Sacoor Mohamed F
Department of Dermatology, Nelson R Mandela School of Medicine, University of KwaZulu-Natal, South Africa.
South Afr J HIV Med. 2017 Apr 28;18(1):693. doi: 10.4102/sajhivmed.v18i1.693. eCollection 2017.
Histoplasmosis is a systemic mycosis caused by the dimorphic fungus . We report a case of disseminated cutaneous histoplasmosis with mucocutaneous involvement in an AIDS patient paradigmatic of the multifaceted nature of the disease, which is an expression of the immune reconstitution inflammatory syndrome (IRIS).
A 39-year-old man presented with a three month history of asymptomatic papules and nodules with necrotic centres involving the centrofacial region. The patient was diagnosed as being HIV-positive a month earlier and was commenced on antiretroviral treatment. Two weeks after the development of skin lesions, the patient complained of a sore throat and hoarseness of his voice. A fibre-optic laryngoscopy and biopsies of the skin, larynx and liver were performed.
The CD4 counts increased from 2 cells/µL to 124 cells/µL, whereas the viral load decreased from one million to less than 20 copies/mL. A fibre-optic laryngoscopy revealed a supraglottitis with ulceration on the epiglottis. Histology of the liver, larynx and sections of the skin demonstrated pandermal necrotising granulomatous inflammation. Grocott-Gomori methenamine silver and Periodic acid-Schiff (PAS) stains revealed a relative paucity of intracellular, narrow-neck budding fungal organisms. Culture findings confirmed the diagnosis of histoplasmosis. The patient was treated with intravenous amphotericin B for two weeks followed by oral itraconazole 100 mg twice a day, with an excellent response to treatment.

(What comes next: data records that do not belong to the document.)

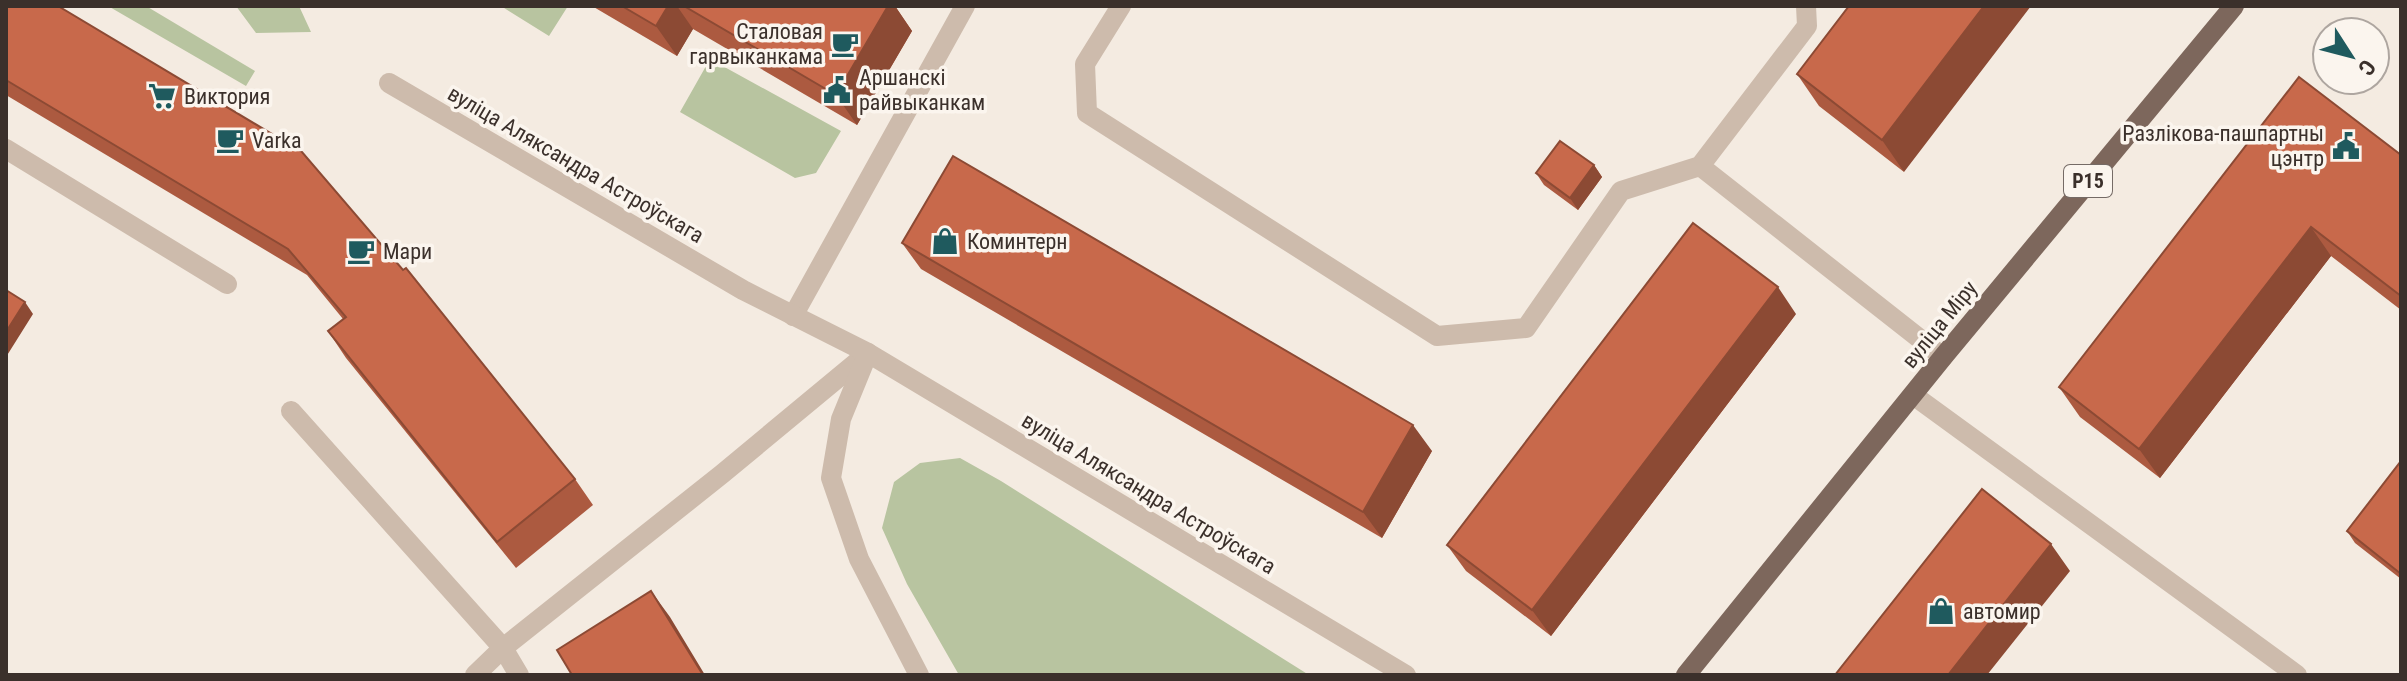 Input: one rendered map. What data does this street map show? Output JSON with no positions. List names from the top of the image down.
{
  "streets": {
    "main road": ["Р15", "вуліца Міру"],
    "street": ["вуліца Аляксандра Астроўскага"]
  },
  "places": {
    "cafe": ["Сталовая гарвыканкама", "Varka", "Мари"],
    "public building": ["Аршанскі райвыканкам", "Разлікова-пашпартны цэнтр"],
    "supermarket": ["Виктория"],
    "shop": ["Коминтерн", "автомир"]
  },
  "north": "bottom right"
} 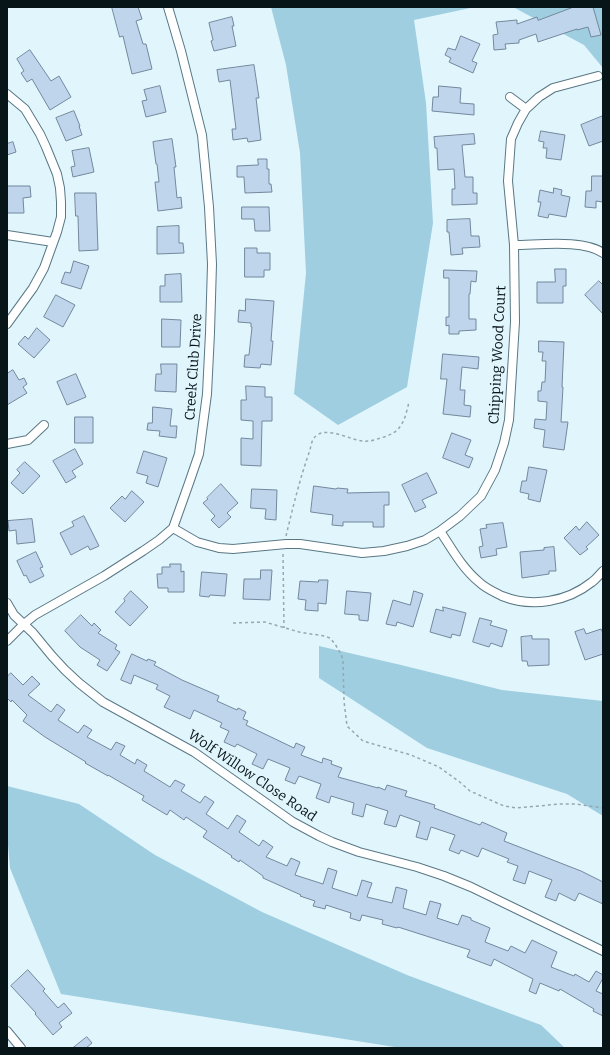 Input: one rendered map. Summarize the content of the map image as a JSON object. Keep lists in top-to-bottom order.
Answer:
{
  "streets": {
    "street": ["Chipping Wood Court", "Creek Club Drive", "Wolf Willow Close Road"]
  },
  "crossings": [
    ["Chipping Wood Court", "Creek Club Drive"],
    ["Creek Club Drive", "Wolf Willow Close Road"]
  ]
} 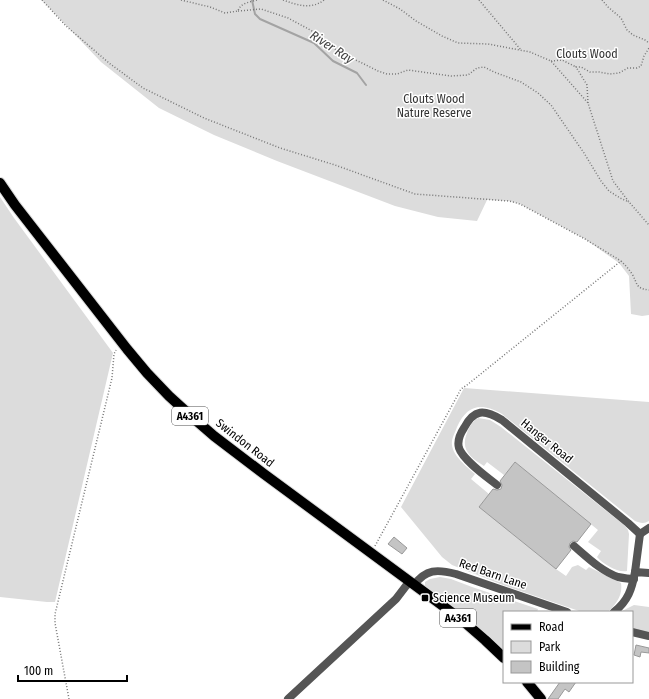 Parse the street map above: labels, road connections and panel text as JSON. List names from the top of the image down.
{
  "streets": {
    "main road": ["A4361", "Swindon Road"],
    "street": ["Hanger Road", "Red Barn Lane"]
  },
  "crossings": [
    ["Swindon Road", "Red Barn Lane"]
  ],
  "water": ["River Ray"],
  "parks": ["Clouts Wood", "Clouts Wood Nature Reserve"],
  "places": {
    "transit": ["Science Museum"]
  },
  "legend": ["Road", "Park", "Building"],
  "scale_bar": "100 m"
} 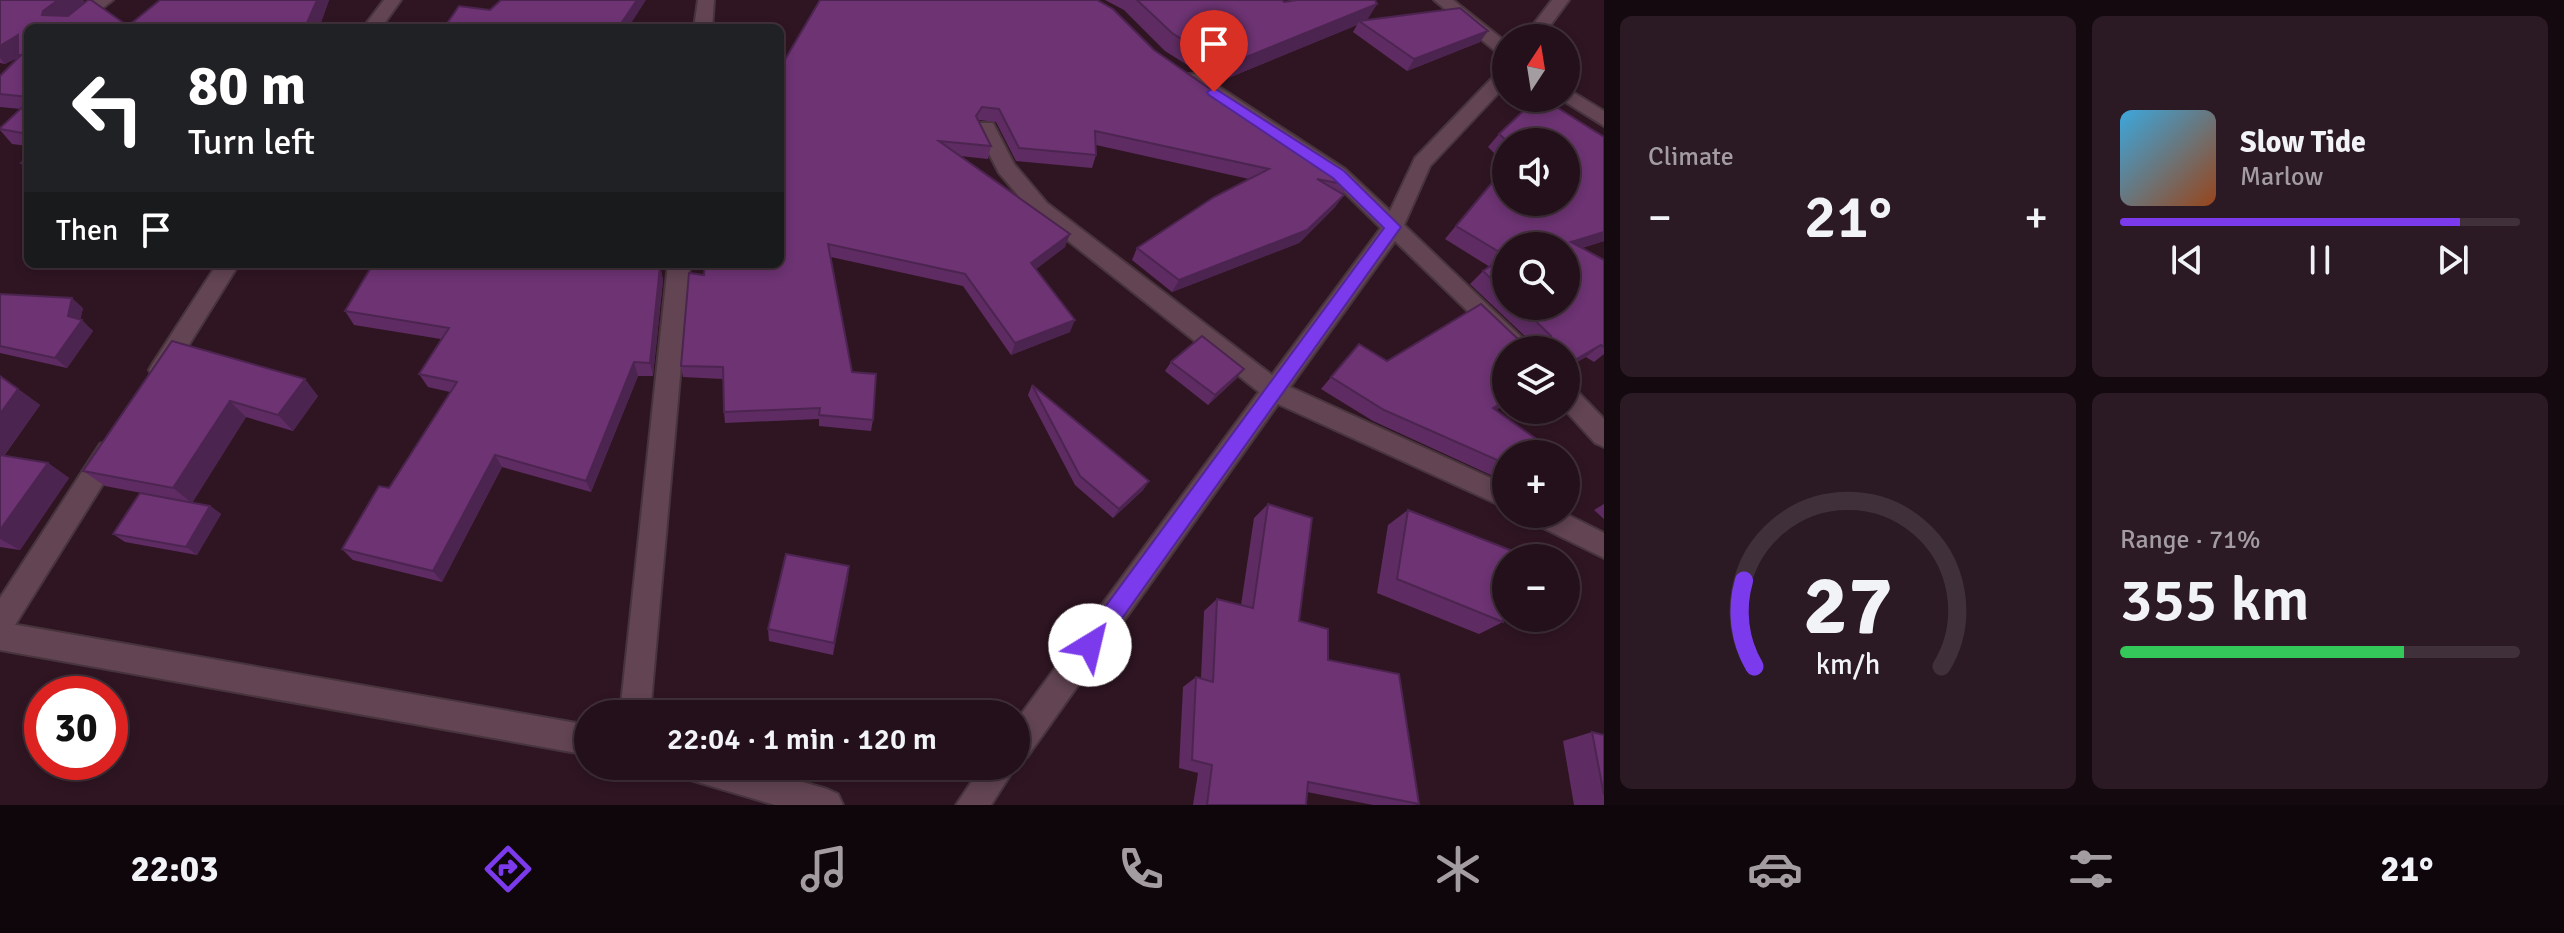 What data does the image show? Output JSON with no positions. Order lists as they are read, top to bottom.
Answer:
{
  "north": "top",
  "page": {
    "tile": [
      "Climate",
      ["Range · 71%", "355 km"]
    ],
    "map_buttons": ["+", "−"],
    "turn": ["80 m", "Turn left"],
    "song": ["Slow Tide", "Marlow"],
    "heat": ["−", "21°", "+"],
    "then": "Then",
    "limit": "30",
    "trip": "22:04 · 1 min · 120 m",
    "tabs": ["22:03", "21°"],
    "gauge": ["27", "km/h"]
  }
}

We present this case to remind clinicians that disseminated histoplasmosis in AIDS patients may occur as an expression of IRIS. A sudden onset of hoarseness with cutaneous lesions in a patient with disseminated disease should alert one to possible laryngeal histoplasmosis. Prompt recognition and treatment will avert the potential fatal complications of this disease.
组织胞浆菌病是一种由双相真菌引起的全身性真菌病。我们报告一例艾滋病患者发生播散性皮肤组织胞浆菌病并伴有黏膜皮肤受累的病例,该病例体现了该病多方面的性质,是免疫重建炎症综合征(IRIS)的一种表现。
一名39岁男性,有三个月无症状丘疹和结节病史,中央面部区域出现坏死中心。该患者一个月前被诊断为HIV阳性,并开始接受抗逆转录病毒治疗。皮肤病变出现两周后,患者主诉喉咙痛和声音嘶哑。进行了纤维喉镜检查以及皮肤、喉部和肝脏活检。
CD4细胞计数从2个/微升增加到124个/微升,而病毒载量从100万降至低于20拷贝/毫升。纤维喉镜检查显示会厌上炎伴会厌溃疡。肝脏、喉部和皮肤切片的组织学检查显示全层坏死性肉芽肿性炎症。格罗特-高莫里六胺银染色和过碘酸希夫(PAS)染色显示细胞内窄颈芽生真菌生物体相对较少。培养结果确诊为组织胞浆菌病。患者接受了两周的静脉注射两性霉素B治疗,随后口服伊曲康唑,每天两次,每次100毫克,治疗反应良好。
我们报告此病例以提醒临床医生,艾滋病患者的播散性组织胞浆菌病可能作为IRIS的一种表现出现。患有播散性疾病的患者突然出现声音嘶哑和皮肤病变应提醒警惕可能的喉部组织胞浆菌病。及时识别和治疗将避免该病潜在的致命并发症。